Press Review
Yugoslavia, its popular revolution, and the apparent end of the Milosevic era figure prominently on all the front pages today. Libor Kubik has just joined me in the studio with a review of Friday's press.
All eyes are riveted on the momentous events in Yugoslavia where history is in the making. "Revolution wins in Serbia", reads a front-page headline in LIDOVE NOVINY. "The opposition takes Belgrade by storm", reports CESKE SLOVO, and "Seconds ticking away for Milosevic", notes today's HOSPODARSKE NOVINY. MLADA FRONTA DNES carries an eyewitness account of events in Belgrade by its own correspondent, who compares the scenes outside the parliament building and state television headquarters to a battlefield.
ZEMSKE NOVINY believes that the Yugoslav Constitutional Court's decision to annul the result of last month's presidential elections doesn't only suggest that a second round of voting would be invalid. The main thing for the court is to respect the will of the Yugoslav people, who seem to have voted Mr. Kostunica into power quite overwhelmingly. However, the fresh-election option wouldn't be all that disadvantageous for Milosevic. It would give him several months to try and save his hide, the paper notes.
PRAVO says that although the political maverick Milosevic managed to cling to power for a decade thanks to a series of shrewd political moves, he has been unable to explain plausibly to his people why Serb enclaves in Croatia had to be sacrificed, why Serbia signed the Dayton Accords when they were unacceptable to most Serbs... too many nagging questions went unanswered in Yugoslavia, PRAVO concludes.

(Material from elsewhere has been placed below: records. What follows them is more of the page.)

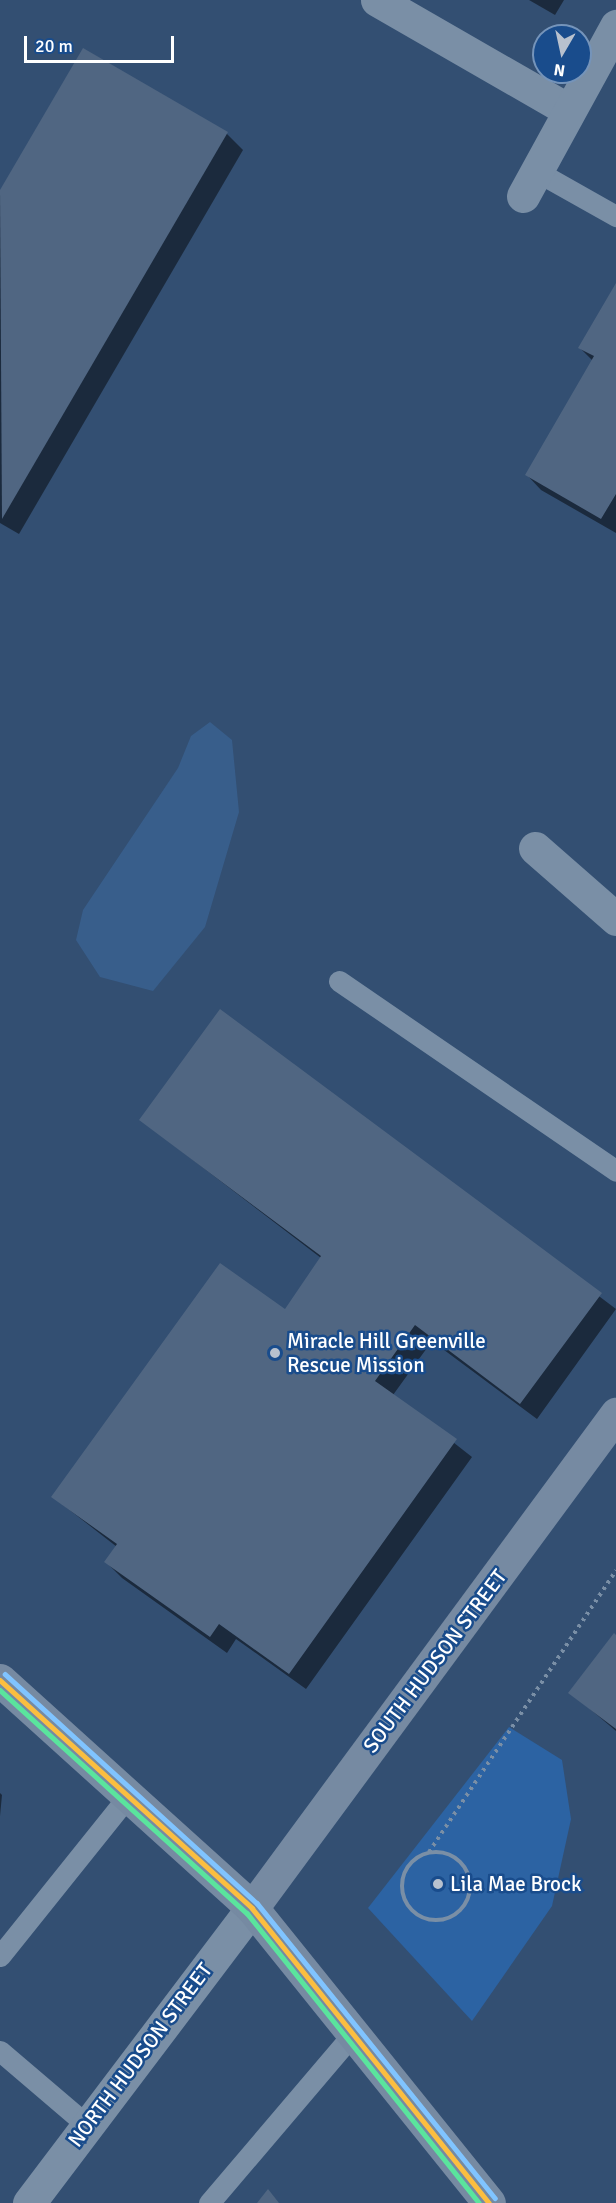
<!DOCTYPE html>
<html>
<head>
<meta charset="utf-8">
<style>
  body { margin:0 }
  #map { position:relative; width:616px; height:2203px; overflow:hidden; background:#334f72; font-family:Signika,sans-serif }
  div>[style] { position:absolute }
  .green>* { inset:0; background:#2c63a3 }
  .water>* { inset:0; background:#385e8b }
  .shadow>* { inset:0; background:#0007 }
  .building>* { inset:0; background:#506682 }
  .path>* { height:4px; margin-top:-2px; transform-origin:0; background:repeating-linear-gradient(90deg,#7a8fa6 0 3px,transparent 0 7.5px) }
  .path>.ring { margin:-2px; padding:0; box-sizing:content-box; background:none; border:4px solid #7a8fa6; border-radius:50% }
  .lane>* { height:21px; margin:-10.5px; padding:0 10.5px; transform-origin:10.5px; border-radius:10.5px; background:#7a8fa6 }
  .street>* { height:33px; margin:-16.5px; padding:0 16.5px; transform-origin:16.5px; border-radius:16.5px; background:#7a8fa6 }
  .secondary>* { height:33px; margin:-16.5px; padding:0 16.5px; transform-origin:16.5px; border-radius:16.5px; background:#768aa2 }
  .bus-1>* { height:4.5px; margin:-2.25px; padding:0 2.25px; transform-origin:2.25px; border-radius:2.25px; background:#fbbe40 }
  .bus-2>* { height:4.5px; margin:-2.25px; padding:0 2.25px; transform-origin:2.25px; border-radius:2.25px; background:#5ae49d }
  .bus-3>* { height:4.5px; margin:-2.25px; padding:0 2.25px; transform-origin:2.25px; border-radius:2.25px; background:#80c4ff }
  .dots>* { width:16px; height:16px; translate:-50% -50%; box-sizing:border-box; border:3px solid #194c8c; border-radius:50% }
  span { translate:-50% -50%; white-space:nowrap; text-align:center; line-height:1.15; -webkit-text-stroke:5px #194c8c; paint-order:stroke }
  .poi-label { font-size:21px; color:#fff }
  .left { translate:0 -50%; text-align:left }
  .street-label { font-size:21px; color:#fff }
  .north { position:absolute; left:532px; top:24px; width:60px; height:60px; box-sizing:border-box; background:#194c8c; border:2px solid #7594ba; border-radius:50%; rotate:189deg; font-size:16px; font-weight:700; line-height:24px; text-align:center; color:#fff }
  .north::after { content:''; display:block; margin:auto; width:21px; height:27px; background:#b8c1ce; clip-path:polygon(50% 0,100% 100%,50% 72%,0 100%) }
  .scale { position:absolute; left:24px; top:36px; width:150px; height:27px; box-sizing:border-box; border:3px solid #fff; border-top:0; padding-left:8px; font-size:18px; line-height:21px; white-space:nowrap; color:#fff; -webkit-text-stroke:4px #194c8c; paint-order:stroke }
</style>
</head>
<body>
<div id="map">
  <div class="green">
    <div style="clip-path:polygon(509px 1727px,562px 1760px,571px 1819px,552px 1906px,472px 2021px,368px 1908px)"></div>
  </div>
  <div class="water">
    <div style="clip-path:polygon(210px 722px,232px 740px,239px 812px,205px 927px,153px 991px,100px 977px,76px 940px,83px 910px,178px 768px,191px 736px)"></div>
  </div>
  <div class="shadow">
    <div style="clip-path:polygon(529px 0,564px 0,555px 15px)"></div>
    <div style="clip-path:polygon(83px 50px,227px 134px,243px 150px,19px 534px,0 523px,0 193px)"></div>
    <div style="clip-path:polygon(616px 288px,616px 533px,541px 490px,527px 475px,593px 361px,580px 348px)"></div>
    <div style="clip-path:polygon(221px 1011px,616px 1309px,537px 1419px,432px 1341px,393px 1395px,472px 1457px,306px 1689px,236px 1639px,227px 1653px,122px 1578px,106px 1562px,117px 1547px,53px 1497px,285px 1311px,321px 1258px,141px 1120px)"></div>
    <div style="clip-path:polygon(616px 1637px,616px 1731px,570px 1692px)"></div>
    <div style="clip-path:polygon(0 1793px,2px 1795px,0 1816px)"></div>
  </div>
  <div class="building">
    <div style="clip-path:polygon(83px 48px,228px 132px,2px 519px,0 190px)"></div>
    <div style="clip-path:polygon(616px 283px,616px 494px,601px 519px,525px 475px,594px 356px,578px 348px)"></div>
    <div style="clip-path:polygon(220px 1009px,602px 1293px,520px 1404px,415px 1325px,375px 1381px,457px 1439px,289px 1674px,219px 1624px,210px 1637px,104px 1562px,117px 1544px,51px 1497px,220px 1263px,285px 1309px,321px 1256px,139px 1120px)"></div>
    <div style="clip-path:polygon(614px 1633px,616px 1635px,616px 1729px,568px 1693px)"></div>
    <div style="clip-path:polygon(268px 2189px,279px 2203px,257px 2203px)"></div>
  </div>
  <div class="path">
    <div style="left:429px;top:1852px;width:338px;rotate:-56.4deg"></div>
    <div class="ring" style="left:402px;top:1852px;width:64px;height:64px"></div>
  </div>
  <div class="lane">
    <div style="left:536px;top:171px;width:92px;rotate:29.4deg"></div>
    <div style="left:339px;top:981px;width:336px;rotate:34.4deg"></div>
    <div style="left:0;top:1956px;width:205px;rotate:-51.3deg"></div>
    <div style="left:0;top:2051px;width:114px;rotate:40.4deg"></div>
    <div style="left:209px;top:2203px;width:222px;rotate:-49.6deg"></div>
  </div>
  <div class="street">
    <div style="left:377px;top:0;width:220px;rotate:29.9deg"></div>
    <div style="left:523px;top:196px;width:194px;rotate:-61.3deg"></div>
    <div style="left:535px;top:848px;width:108px;rotate:41.2deg"></div>
    <div style="left:29px;top:2203px;width:370px;rotate:-52.9deg"></div>
  </div>
  <div class="secondary">
    <div style="left:0;top:1680px;width:340px;rotate:42.1deg"></div>
    <div style="left:252px;top:1908px;width:378px;rotate:51.2deg"></div>
    <div style="left:252px;top:1908px;width:614px;rotate:-53.62deg"></div>
  </div>
  <div class="bus-1">
    <div style="left:0;top:1680px;width:340px;rotate:42.1deg"></div>
    <div style="left:252px;top:1908px;width:378px;rotate:51.2deg"></div>
  </div>
  <div class="bus-2">
    <div style="left:0;top:1690px;width:333px;rotate:42.1deg"></div>
    <div style="left:247px;top:1913px;width:371px;rotate:51.3deg"></div>
  </div>
  <div class="bus-3">
    <div style="left:5px;top:1674px;width:341px;rotate:42.3deg"></div>
    <div style="left:257px;top:1903px;width:379px;rotate:51.1deg"></div>
  </div>
  <div class="dots">
    <div style="left:275px;top:1353px;background:#b8c1ce"></div>
    <div style="left:438px;top:1884px;background:#b8c1ce"></div>
  </div>
  <div class="poi-label">
    <span class="left" style="left:287px;top:1353px">Miracle Hill Greenville<br>Rescue Mission</span>
    <span class="left" style="left:450px;top:1884px">Lila Mae Brock</span>
  </div>
  <div class="street-label">
    <span style="left:435px;top:1661px;rotate:-53deg">SOUTH HUDSON STREET</span>
    <span style="left:140px;top:2055px;rotate:-53deg">NORTH HUDSON STREET</span>
  </div>
  <div class="north">N</div>
  <div class="scale">20 m</div>
</div>
</body>
</html>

Over to domestic issues now, and the controversial Temelin nuclear plant continues to make the headlines. HOSPODARSKE NOVINY notes that even now, with the plant's activation apparently only hours away, Czech political leaders are still embroiled in disputes that effectively play into the hands of Temelin's opponents. Following an embarrassing exchange of views between the environment and trade and industry ministers over the merit of additional environmental-impact testing, the current dispute is whether the test outcomes can delay Temelin's activation. The government could easily find itself under suspicion that it wants Temelin to go on-line at all costs, the paper says.
From big problems to something seemingly mundane but potentially every bit as explosive. HOSPODARSKE NOVINY writes that the rising cost of housing poses a formidable problem for almost half of Czech households. The paper quotes a recent poll as revealing that pensioners often spend a third of their family budgets on payments associated with housing. In spite of these alarming figures, a right-of-centre member of parliament, Ivan Pilip, maintains that Czechs still pay far less for housing than people in the European Union. Brace yourselves for much higher rents once all government controls are lifted, reads Mr. Pilip's message to the poor and the needy.
And finally, MLADA FRONTA DNES notes that the bone marrow transplant unit in the child cancer ward of Prague's once-prestigious Motol Hospital is in a sorry state but the state has no money to pay for the necessary repairs and upgrading. Instead, the Health Ministry has come up with a rather strange idea: Let's move the leukaemia unit somewhere else, ministry officials say. But doctors are against. They argue that all it takes to save the Prague unit is re-equip it with six new oxygen tents in which child patients spend the first few critical days after the transplant.